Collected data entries
::::::::

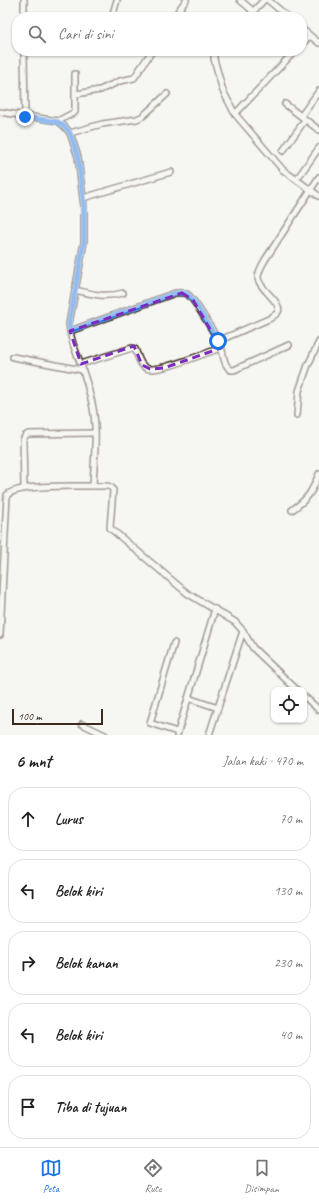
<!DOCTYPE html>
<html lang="id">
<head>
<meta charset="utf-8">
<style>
	:root { --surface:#fff; --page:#f6f6f6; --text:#222; --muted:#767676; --line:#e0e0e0; --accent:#1a73e8 }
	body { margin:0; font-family:Caveat,sans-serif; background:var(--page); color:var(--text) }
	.controls { position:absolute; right:12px; bottom:12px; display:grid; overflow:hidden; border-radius:8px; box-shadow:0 1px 3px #0004 }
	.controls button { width:36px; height:36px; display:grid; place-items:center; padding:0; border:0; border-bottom:1px solid var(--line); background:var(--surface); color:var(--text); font:20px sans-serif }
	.scale { position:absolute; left:12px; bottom:10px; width:91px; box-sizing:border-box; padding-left:4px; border:2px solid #3b2a1e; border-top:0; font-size:11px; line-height:14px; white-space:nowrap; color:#3b2a1e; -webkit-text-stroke:3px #f6f6f2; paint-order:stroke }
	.stop { position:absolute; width:12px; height:12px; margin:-9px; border:3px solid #1a73e8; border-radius:50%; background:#fff }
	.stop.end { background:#1a73e8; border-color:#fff; box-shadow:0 1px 4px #0008 }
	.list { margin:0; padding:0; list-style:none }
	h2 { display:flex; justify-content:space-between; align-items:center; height:52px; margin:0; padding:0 16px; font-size:17px }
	h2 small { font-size:13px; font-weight:400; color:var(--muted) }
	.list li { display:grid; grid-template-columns:26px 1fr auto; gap:12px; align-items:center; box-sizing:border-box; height:64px; margin:0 8px 8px; padding:0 8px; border:1px solid var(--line); border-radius:16px }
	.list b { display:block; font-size:15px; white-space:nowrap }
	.list em { font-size:13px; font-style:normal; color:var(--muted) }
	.icon { flex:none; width:22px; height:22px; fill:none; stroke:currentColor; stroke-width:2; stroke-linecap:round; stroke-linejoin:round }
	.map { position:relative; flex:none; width:319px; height:735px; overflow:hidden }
	.search { position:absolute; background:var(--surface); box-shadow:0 1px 3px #0004; left:12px; right:12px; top:12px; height:44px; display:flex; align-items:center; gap:10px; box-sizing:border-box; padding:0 14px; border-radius:16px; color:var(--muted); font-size:15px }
	.sheet { height:412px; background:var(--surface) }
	nav { display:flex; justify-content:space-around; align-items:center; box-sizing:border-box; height:56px; border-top:1px solid var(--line); background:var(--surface); font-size:11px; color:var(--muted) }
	nav a { display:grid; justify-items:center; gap:2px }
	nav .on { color:var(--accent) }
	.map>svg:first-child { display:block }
</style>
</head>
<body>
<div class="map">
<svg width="319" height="735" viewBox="0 0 319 735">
	<rect width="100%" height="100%" fill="#f6f6f2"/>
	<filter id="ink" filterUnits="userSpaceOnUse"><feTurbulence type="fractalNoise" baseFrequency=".025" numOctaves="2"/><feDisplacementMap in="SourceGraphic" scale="8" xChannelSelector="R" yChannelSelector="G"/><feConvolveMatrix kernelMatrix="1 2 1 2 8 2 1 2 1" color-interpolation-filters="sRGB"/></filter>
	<g filter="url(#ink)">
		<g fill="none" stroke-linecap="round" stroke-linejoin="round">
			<defs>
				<g id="street">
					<path d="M240,0L253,11"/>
					<path d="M268,0L288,17"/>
					<path d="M24,17V0"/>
					<path d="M112,17L117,0"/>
					<path d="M174,17L186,0"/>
					<path d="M248,17L264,0"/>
					<path d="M302,29L319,43"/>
					<path d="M302,44L310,36"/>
					<path d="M24,51L25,117"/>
					<path d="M216,51L214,53V59L223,91L235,114L283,170L319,196"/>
					<path d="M76,94L100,90L120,81L134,78L152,51"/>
					<path d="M285,104L319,130"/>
					<path d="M0,112L58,121L65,127L70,133L78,157L84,207V242L69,324C70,338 75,350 80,362C85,376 89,390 92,403C98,428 94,461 93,486H108L112,488L113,490L110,528L187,593L235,622L243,631L253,648L297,690"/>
					<path d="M235,114L295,51"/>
					<path d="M301,116L319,91"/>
					<path d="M58,121L75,112V74"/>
					<path d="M70,133L102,124L137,119L143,116L167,94"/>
					<path d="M283,151L305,120"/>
					<path d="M299,176L319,148"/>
					<path d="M83,198L171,172"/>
					<path d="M75,290C93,294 104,298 123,293"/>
					<path d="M70,331L175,293C179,293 183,292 187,294C194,298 218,339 221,347C224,355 223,365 231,370H234L289,345"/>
					<path d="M218,341L271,318C273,316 277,314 278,312C283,303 259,289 258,278C258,272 262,265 265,260L319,177"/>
					<path d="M13,357L82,370"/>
					<path d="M81,364L132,348L135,349C138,355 139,365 146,368C157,374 207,352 221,348"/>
					<path d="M297,415L299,391L308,365L319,342"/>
					<path d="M24,488L23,440L25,436L28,434L94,433"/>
					<path d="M292,510C308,499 312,492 319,474"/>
					<path d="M0,635L7,495C17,484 76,486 93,486"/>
					<path d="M174,643L150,723L177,732"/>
					<path d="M304,696L319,710"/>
					<path d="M188,698L218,708"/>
					<path d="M82,724L105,735"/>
					<path d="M177,735L215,609"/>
					<path d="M209,735L243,631"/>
				</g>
			</defs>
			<use href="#street" stroke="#3b2a1e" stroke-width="8"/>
			<use href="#street" stroke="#f6f6f2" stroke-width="5"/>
		</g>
	</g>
	<g fill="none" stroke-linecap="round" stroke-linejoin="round" filter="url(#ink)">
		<path stroke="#1a73e8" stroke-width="5" d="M25,117L58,122L65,127L70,133L78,157L84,206V242L69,324L70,331L175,293C179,293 183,292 187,294C195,299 212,331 218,341"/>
	</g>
	<path d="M0 0H319V735H0ZM182,293L193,300L221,348L164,368L150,369L142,365L134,346L81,364L70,331Z" fill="#f6f6f2" fill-opacity=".55" fill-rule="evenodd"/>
	<path fill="none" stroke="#7b2cbf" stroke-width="3" stroke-dasharray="8 5" stroke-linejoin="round" d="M182,293L193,300L221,348L164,368L150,369L142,365L134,346L81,364L70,331Z"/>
</svg>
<div class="controls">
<button><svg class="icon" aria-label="locate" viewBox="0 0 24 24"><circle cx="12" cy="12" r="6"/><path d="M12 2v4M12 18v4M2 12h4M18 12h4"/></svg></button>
</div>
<div class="scale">100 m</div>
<div class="stop" style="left:218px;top:341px"></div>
<div class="stop end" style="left:25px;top:117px"></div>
<div class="search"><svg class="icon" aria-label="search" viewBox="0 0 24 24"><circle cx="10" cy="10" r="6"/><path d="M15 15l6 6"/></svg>Cari di sini</div>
</div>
<section class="sheet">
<h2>6 mnt<small>Jalan kaki · 470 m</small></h2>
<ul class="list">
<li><svg class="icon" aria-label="ahead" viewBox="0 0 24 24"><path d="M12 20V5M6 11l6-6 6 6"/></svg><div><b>Lurus</b></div><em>70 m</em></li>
<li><svg class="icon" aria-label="left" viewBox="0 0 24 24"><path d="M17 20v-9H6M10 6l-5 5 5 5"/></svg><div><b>Belok kiri</b></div><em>130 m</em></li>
<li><svg class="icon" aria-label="right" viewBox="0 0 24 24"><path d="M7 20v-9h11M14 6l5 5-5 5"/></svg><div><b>Belok kanan</b></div><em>230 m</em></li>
<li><svg class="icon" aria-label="left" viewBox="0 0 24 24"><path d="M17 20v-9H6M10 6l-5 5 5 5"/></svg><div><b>Belok kiri</b></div><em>40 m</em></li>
<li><svg class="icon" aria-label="arrive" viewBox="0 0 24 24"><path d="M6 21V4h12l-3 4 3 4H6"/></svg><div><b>Tiba di tujuan</b></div></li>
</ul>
</section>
<nav>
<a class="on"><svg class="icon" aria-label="map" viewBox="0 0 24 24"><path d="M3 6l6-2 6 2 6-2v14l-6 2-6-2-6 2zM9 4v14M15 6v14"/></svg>Peta</a>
<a><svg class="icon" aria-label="directions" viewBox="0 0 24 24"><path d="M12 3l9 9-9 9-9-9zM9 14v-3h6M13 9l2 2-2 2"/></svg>Rute</a>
<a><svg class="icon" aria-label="saved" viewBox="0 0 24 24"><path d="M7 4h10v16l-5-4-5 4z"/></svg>Disimpan</a>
</nav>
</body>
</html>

::::::::

WHAT YOU NEED TO DO
Copy out all lines above holding "serif".

TASK SOLUTION
	body { margin:0; font-family:Caveat,sans-serif; background:var(--page); color:var(--text) }
	.controls button { width:36px; height:36px; display:grid; place-items:center; padding:0; border:0; border-bottom:1px solid var(--line); background:var(--surface); color:var(--text); font:20px sans-serif }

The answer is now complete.